The problem is that the subsitution is done after optimization but it
still is substitution semantics.
Currently, execution proceeds as:
QueryEngineBase.createPlan:
Op op = modifyOp(queryOp) ;
eval(op, dsg, binding, context) ;
and modifyOp does the highlevel optimizations as selected by the engine.

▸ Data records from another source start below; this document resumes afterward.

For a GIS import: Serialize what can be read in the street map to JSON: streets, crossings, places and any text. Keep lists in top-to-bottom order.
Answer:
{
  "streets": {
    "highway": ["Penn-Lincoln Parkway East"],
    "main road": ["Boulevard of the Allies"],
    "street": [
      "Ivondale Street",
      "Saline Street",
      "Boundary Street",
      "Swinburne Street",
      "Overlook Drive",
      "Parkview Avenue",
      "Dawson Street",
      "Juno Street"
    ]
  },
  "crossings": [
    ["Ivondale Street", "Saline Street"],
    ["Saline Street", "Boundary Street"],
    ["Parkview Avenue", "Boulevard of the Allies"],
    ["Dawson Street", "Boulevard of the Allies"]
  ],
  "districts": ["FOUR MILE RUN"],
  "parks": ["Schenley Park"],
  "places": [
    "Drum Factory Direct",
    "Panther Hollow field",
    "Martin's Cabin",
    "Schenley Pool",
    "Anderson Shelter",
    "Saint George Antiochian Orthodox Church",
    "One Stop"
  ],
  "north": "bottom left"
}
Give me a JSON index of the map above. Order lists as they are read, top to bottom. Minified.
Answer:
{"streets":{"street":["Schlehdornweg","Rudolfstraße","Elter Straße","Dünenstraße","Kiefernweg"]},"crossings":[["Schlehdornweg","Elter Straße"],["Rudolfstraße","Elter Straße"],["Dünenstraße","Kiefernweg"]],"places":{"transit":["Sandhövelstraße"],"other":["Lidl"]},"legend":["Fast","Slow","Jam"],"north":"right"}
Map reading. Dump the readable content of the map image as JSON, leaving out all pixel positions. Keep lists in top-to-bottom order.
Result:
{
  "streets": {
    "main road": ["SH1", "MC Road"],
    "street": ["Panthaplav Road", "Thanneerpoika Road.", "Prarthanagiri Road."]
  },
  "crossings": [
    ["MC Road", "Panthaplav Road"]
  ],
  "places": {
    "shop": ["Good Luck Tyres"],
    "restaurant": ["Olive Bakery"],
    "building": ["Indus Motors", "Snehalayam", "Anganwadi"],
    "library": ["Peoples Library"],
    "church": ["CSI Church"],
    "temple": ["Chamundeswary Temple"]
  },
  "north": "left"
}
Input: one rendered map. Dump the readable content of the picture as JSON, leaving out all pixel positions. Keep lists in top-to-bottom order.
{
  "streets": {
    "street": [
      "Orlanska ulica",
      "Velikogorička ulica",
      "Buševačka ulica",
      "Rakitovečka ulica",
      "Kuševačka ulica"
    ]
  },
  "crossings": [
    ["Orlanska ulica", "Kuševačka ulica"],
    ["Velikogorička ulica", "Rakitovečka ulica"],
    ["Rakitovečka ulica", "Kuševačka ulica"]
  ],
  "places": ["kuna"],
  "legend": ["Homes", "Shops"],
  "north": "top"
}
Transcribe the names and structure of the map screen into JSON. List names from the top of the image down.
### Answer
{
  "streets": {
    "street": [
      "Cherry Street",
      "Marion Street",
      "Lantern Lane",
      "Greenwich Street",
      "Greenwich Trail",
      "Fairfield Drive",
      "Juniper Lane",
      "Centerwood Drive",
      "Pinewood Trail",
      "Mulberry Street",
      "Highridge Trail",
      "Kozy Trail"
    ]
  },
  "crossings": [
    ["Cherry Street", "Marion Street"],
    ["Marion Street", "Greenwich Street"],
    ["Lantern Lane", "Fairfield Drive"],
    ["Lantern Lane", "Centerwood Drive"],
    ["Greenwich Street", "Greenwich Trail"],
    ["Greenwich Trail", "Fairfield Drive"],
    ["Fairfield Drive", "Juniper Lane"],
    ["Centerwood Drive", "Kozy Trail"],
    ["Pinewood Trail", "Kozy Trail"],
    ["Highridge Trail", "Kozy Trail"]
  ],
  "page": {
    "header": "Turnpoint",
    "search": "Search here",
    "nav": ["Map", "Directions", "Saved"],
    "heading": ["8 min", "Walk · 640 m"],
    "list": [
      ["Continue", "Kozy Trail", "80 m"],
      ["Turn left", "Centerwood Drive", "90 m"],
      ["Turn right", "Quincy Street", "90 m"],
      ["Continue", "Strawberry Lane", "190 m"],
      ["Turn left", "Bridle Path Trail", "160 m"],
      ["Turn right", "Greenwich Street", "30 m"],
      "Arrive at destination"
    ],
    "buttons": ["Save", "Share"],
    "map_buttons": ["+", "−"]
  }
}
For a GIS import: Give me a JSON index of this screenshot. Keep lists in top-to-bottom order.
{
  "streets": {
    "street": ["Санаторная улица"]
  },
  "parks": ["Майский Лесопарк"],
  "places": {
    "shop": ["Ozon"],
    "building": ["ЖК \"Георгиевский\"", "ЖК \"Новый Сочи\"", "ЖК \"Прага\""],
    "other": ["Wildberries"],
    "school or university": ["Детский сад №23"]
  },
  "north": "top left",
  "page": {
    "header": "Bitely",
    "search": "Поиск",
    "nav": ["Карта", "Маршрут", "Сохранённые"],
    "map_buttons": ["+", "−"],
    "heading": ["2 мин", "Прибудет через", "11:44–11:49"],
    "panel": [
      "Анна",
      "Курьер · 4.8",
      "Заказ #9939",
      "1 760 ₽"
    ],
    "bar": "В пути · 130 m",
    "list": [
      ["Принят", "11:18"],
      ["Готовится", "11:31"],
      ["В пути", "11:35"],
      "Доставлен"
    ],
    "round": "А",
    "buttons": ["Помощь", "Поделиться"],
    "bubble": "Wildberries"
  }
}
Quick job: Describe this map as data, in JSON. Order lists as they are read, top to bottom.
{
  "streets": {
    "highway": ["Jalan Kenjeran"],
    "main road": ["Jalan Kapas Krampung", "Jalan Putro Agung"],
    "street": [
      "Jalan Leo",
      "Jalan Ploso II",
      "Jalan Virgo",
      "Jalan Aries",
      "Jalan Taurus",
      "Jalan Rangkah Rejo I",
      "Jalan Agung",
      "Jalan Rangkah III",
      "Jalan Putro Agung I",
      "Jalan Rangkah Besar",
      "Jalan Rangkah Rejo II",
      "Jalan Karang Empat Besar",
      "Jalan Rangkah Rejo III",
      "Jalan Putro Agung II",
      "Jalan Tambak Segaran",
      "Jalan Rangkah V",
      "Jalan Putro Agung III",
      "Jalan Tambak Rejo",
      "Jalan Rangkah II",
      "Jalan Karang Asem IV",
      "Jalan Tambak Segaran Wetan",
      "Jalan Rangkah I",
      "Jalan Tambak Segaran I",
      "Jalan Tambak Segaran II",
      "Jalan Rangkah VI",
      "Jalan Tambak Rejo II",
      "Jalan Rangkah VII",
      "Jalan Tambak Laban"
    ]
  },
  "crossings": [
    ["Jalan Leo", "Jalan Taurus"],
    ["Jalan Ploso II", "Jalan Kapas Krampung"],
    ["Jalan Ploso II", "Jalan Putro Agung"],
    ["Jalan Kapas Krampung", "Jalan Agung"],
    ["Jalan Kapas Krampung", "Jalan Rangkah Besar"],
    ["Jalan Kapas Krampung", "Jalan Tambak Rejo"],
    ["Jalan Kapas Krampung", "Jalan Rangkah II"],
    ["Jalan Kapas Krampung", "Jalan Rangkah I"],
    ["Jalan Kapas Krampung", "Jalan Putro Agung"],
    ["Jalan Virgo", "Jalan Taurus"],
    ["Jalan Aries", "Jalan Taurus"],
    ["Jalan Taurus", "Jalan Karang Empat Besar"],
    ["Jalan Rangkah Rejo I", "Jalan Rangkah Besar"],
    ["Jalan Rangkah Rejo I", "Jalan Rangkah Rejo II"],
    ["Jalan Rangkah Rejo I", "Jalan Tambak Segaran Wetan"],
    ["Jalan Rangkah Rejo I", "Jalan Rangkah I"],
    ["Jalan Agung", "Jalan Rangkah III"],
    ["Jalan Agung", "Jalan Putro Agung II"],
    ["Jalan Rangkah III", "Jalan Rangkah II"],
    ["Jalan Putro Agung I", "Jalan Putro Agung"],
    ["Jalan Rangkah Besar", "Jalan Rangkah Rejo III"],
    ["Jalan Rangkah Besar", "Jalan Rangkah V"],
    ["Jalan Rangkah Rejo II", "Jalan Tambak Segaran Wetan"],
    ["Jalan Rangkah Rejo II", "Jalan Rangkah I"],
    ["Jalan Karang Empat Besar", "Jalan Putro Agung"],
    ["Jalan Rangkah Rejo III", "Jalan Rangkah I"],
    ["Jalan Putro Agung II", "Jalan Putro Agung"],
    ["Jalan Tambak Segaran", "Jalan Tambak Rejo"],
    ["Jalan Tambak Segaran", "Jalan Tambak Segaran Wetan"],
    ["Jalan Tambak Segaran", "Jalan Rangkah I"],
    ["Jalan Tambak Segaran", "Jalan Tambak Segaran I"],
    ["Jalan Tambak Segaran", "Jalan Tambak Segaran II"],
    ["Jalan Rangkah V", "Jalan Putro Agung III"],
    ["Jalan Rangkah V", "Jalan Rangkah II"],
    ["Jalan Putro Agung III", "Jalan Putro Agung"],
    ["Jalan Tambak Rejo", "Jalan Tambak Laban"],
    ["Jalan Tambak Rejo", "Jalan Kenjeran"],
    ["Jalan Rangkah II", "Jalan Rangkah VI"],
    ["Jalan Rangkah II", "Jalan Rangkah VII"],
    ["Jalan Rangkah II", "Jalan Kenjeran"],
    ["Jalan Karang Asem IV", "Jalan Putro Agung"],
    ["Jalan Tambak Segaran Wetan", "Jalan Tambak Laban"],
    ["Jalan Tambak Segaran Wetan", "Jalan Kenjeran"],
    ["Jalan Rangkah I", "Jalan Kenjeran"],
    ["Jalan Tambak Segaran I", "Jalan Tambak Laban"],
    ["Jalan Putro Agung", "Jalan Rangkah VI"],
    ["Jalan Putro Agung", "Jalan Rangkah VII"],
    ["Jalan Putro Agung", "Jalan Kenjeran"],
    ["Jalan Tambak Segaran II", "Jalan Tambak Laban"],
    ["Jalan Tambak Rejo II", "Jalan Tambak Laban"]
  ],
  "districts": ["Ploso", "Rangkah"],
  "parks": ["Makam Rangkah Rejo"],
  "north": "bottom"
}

At evaluation time, something like this happens in eval for each query
engine:
if ( ! input.isEmpty() )
op = Substitute.substitute(op, input) ;
We can:
A/ Do early algebra substitution:
Advantage: gives the optimizer more chance to do a good jon, especially
on FILTER (?x = ?param)
Disadvantage:
If Service.exec changes to use the original input syntax, it breaks. See
note in that method.
The change is:
QueryEngineBase
protected Plan createPlan()
{
// Decide the algebra to actually execute.
Op op = queryOp ;
*** New code ***
if ( ! startBinding.isEmpty() ) {
op = Substitute.substitute(op, startBinding) ;
context.put(ARQConstants.sysCurrentAlgebra, op) ;
// Don't reset the startBinding because it also is needed
// in the output.
}
*** New code ***
op = modifyOp(op) ;
doing it in setOp() may be better.
This works - testInitialBindings5 and testInitialBindings6 then fail as
expected.
Query engines then don't need to do this step - they still need to
create bindings including the initial conditions (else CONSTRUCT does
not work).
B/ Do abstract query syntax substitution.
Do this at inside QueryExecutionBase.setInitialBinding.
To this end I have now committed code that does abstract query syntax
substitution that I wrote as an experiment during the last discussions:
https://svn.apache.org/repos/asf/jena/Scratch/AFS/Jena-Dev/trunk/src/element/
This is not advocacy of this approach - it's giving us choices. It also
sort-of works for updates. (Biggest hole is in testing - updates don't
support structure .equals).
Substitution and Update:
We need something. The most natural case IMO is
INSERT DATA { ?param1 foaf:name ?param2 }
so rewriting the abstract syntax tree will not currently work - that's
illegal syntax for an INSERT DATA. The parser could be modified and the
"no vars" check done later.
The current parametrized SPARQL Strings can do this. A touch odd we
have two separate mechanisms.
Multiple Values:
Whatever mechanism we end up with, the semantics of multiple values
should be loop-substitute.
Rob's list:
1 – Remove support for initial bindings on queries entirely
AFS: -1
2 – Change initial bindings to be a pre-optimization algebra
transformation of the query
2a – Algebra -> Algebra done before optimization (A)
2b – AST -> AST done before creating the query engine (B)
AFS: +1 (A is tested, and seems to work).
Note the checked-in code for B does the case of
SELECT ?x {}
==>
SELECT (1 AS ?x) {}
which parametrized SPARQL strings and algebra->algebra does not.
3 – Change initial bindings to be done by injection of VALUES clauses
AFS: -0.5 - seems complicated and I'm not clear it will work (I'd need
more time to think about it).
However this approach might get rather complex
Yes - complicated - certainly it isn't a simple add VALUES to the top
level pattern but I'd have to think harder to know whether it interacts
with scoping and name substitution.
Need to be very careful that it does not assume ARQ's current execution
strategy which is scope sensitive.
4 – Skip optimization when initial bindings are involved
AFS: -1
This isn't per-se an optimization issue - the feature is there for
taking information obtained elsewhere - it does work for a graph-wide
query becoming quite local and a big advantage.
Andy